The radius from the axis of rotation is cos(θ)R. I'm not sure whether that causes the cosine term to cancel, but that is where you have to start. If the cosine term does cancel out,, your answer will be the same for the value as it is on the equator. Otherwise, it will be a function of theta.

Not that this should affect your response to this homework assignment, but I also notice that the problem misstates the rate of the Earth's rotation. The Earth rotates 360 degrees in a little less than one day. More specifically, it rotates once per sidereal day, about 23.934 hours.

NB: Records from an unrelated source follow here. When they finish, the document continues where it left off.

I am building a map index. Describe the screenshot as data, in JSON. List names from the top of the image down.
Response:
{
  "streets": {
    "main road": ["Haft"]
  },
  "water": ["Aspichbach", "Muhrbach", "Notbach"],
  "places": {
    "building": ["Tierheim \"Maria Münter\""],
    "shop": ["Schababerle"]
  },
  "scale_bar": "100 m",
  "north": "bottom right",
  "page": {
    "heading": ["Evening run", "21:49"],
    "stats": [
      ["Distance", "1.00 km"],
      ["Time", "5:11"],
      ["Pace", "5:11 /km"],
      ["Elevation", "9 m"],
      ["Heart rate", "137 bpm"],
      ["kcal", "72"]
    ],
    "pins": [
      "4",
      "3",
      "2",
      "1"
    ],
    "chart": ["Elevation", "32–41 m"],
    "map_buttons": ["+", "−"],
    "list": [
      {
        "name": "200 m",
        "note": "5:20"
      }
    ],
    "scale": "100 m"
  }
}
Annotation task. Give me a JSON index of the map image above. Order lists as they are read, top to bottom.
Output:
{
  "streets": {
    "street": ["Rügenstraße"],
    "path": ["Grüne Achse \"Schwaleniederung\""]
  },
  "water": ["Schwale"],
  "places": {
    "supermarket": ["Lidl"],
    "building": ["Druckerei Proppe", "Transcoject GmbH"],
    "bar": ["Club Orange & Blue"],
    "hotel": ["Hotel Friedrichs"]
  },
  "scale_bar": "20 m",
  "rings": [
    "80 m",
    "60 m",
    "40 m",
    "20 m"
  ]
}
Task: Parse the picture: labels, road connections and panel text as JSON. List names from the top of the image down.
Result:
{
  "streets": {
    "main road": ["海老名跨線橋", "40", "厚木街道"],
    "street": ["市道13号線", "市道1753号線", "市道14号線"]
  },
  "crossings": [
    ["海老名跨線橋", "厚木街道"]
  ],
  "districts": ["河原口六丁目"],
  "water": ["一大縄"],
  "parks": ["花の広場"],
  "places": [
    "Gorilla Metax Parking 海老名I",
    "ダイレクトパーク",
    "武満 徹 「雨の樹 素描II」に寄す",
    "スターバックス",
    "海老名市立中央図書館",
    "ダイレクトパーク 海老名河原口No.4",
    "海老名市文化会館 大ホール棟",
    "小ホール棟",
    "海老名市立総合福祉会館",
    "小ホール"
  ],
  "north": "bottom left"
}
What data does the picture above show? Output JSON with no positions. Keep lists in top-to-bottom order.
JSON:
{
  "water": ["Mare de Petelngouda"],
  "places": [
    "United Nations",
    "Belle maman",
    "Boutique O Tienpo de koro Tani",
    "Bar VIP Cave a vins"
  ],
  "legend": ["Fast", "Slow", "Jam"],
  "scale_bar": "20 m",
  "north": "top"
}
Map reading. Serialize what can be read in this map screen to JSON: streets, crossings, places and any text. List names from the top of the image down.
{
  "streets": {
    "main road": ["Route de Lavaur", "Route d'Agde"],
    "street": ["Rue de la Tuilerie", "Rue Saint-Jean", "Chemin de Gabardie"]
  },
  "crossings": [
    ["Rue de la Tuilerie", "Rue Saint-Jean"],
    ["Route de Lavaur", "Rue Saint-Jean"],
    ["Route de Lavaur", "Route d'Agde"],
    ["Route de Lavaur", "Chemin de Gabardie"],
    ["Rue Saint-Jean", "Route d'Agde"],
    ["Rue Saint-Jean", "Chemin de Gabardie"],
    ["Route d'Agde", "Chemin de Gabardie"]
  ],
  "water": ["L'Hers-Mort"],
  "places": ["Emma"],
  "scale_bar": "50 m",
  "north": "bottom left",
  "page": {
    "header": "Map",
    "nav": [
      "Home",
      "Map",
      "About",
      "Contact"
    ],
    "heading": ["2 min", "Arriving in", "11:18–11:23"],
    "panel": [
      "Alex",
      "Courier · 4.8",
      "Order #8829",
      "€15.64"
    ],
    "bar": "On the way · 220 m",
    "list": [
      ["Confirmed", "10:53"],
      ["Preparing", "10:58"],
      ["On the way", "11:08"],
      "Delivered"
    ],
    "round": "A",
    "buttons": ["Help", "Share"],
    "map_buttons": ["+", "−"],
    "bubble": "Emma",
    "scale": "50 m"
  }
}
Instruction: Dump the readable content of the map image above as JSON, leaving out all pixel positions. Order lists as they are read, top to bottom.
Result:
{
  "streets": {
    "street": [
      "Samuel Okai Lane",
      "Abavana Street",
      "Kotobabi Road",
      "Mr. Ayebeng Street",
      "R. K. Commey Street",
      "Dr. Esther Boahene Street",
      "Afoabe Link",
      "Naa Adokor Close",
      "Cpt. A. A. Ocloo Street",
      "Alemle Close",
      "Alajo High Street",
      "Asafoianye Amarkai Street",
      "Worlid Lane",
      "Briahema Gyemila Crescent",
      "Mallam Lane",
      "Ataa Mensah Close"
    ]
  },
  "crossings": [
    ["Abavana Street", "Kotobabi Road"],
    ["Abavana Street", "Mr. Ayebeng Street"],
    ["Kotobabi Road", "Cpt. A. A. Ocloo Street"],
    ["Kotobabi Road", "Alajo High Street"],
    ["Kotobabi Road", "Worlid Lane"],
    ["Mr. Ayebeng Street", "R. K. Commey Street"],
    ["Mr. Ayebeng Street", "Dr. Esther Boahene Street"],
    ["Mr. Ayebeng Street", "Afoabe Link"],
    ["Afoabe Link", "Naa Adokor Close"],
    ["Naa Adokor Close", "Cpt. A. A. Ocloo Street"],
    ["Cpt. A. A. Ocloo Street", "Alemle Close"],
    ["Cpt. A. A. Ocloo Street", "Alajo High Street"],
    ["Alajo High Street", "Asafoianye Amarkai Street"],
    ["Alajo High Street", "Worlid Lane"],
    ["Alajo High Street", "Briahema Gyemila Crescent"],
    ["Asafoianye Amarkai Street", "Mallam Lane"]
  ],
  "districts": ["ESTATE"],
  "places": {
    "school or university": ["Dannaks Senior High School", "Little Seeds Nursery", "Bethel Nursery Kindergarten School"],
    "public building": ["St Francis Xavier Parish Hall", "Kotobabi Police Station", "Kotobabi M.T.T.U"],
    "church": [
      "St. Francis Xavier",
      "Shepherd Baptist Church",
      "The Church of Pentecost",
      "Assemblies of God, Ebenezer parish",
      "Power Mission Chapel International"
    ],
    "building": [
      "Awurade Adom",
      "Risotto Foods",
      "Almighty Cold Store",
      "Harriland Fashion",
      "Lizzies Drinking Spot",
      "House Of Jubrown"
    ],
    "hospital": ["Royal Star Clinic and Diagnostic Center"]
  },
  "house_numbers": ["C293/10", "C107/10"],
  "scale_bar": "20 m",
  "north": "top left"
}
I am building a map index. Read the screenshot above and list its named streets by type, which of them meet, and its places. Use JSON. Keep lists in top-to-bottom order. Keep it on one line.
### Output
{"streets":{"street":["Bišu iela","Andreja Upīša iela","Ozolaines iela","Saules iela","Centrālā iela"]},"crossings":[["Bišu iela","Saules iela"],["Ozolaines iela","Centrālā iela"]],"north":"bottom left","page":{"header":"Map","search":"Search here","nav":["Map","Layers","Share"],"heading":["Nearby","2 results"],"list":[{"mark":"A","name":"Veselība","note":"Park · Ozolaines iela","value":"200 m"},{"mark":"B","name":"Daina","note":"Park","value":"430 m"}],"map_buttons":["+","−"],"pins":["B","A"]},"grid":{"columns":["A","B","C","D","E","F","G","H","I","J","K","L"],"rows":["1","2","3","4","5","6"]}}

Might as well give you the figure of the whole task http://imgur.com/a/HWJ6w

iamnotsmart said:
and I have the same equation as b) which is the same value as it is on the equator
Question b) is the one I have trouble with. It doesn't specify the equator. As vectors, they cannot be equal anywhere else.
For d) there is no reason to reject your answer just because theta disappeared. Saying "as a function of theta" just tells you to allow for different values of theta, not assume this is at the equator. A constant function is still a function.

iamnotsmart said:
Might as well give you the figure of the whole task
haruspex said:
Question b) is the one I have trouble with. It doesn't specify the equator. As vectors, they cannot be equal anywhere else.
For d) there is no reason to reject your answer just because theta disappeared. Saying "as a function of theta" just tells you to allow for different values of theta, not assume this is at the equator. A constant function is still a function.

In b) I get 17 revolutions per day, which is fine. But for d) I get a function without cos(theta) when the question asks for it. I don't know if it is a trick question just to make you confused or if you really have to find a function with theta...

iamnotsmart said:
In b) I get 17 revolutions per day, which is fine.
But only if you assume it means at the equator. It should state that.
iamnotsmart said:
for d) I get a function without cos(theta)
As I wrote, don't assume theta has to appear in the answer. If you know y is a function of x, but it turns out that it is a constant, that is still, technically, a function of x, though you might say a degenerate one.
I don't think it is intended as a trick. As I wrote, they wanted you to consider all possible values of theta in d, not just the equator. So they instructed you to take the rate to be a function of theta.

Yeah, but since theta doesn't appear, that means the answer will be like b) for every theta, right? Cause theta gets canceled out in the equations?

iamnotsmart said:
Yeah, but since theta doesn't appear, that means the answer will be like b) for every theta, right? Cause theta gets canceled out in the equations?
Yes.

## 1. How is centripetal acceleration related to the Earth's rotation?

Centripetal acceleration is the acceleration that is directed towards the center of a circular motion. In the case of the Earth's rotation, this acceleration is caused by the gravitational force between the Earth and objects on its surface.

## 2. What is the value of centripetal acceleration on Earth?

The value of centripetal acceleration on Earth depends on the radius of the Earth's rotation and the speed at which it rotates. On average, the Earth's centripetal acceleration is around 0.034 m/s2.

## 3. How does centripetal acceleration affect objects on Earth's surface?

Centripetal acceleration pulls objects towards the center of the Earth, causing them to experience a slight weight increase. However, this effect is so small that it is not noticeable in everyday life.

## 4. Can the Earth's rotation speed change?

Yes, the Earth's rotation speed can change due to various factors such as the gravitational influence of other celestial bodies and changes in the distribution of mass on Earth's surface. However, these changes are very gradual and not noticeable to humans.

## 5. What would happen if the Earth's rotation speed was the same as its escape velocity?

If the Earth's rotation speed was the same as its escape velocity (11.2 km/s), objects on its surface would experience weightlessness as the centripetal acceleration would be equal to the gravitational force pulling them towards the center of the Earth. This scenario is not possible as the Earth's rotation speed is much lower than its escape velocity.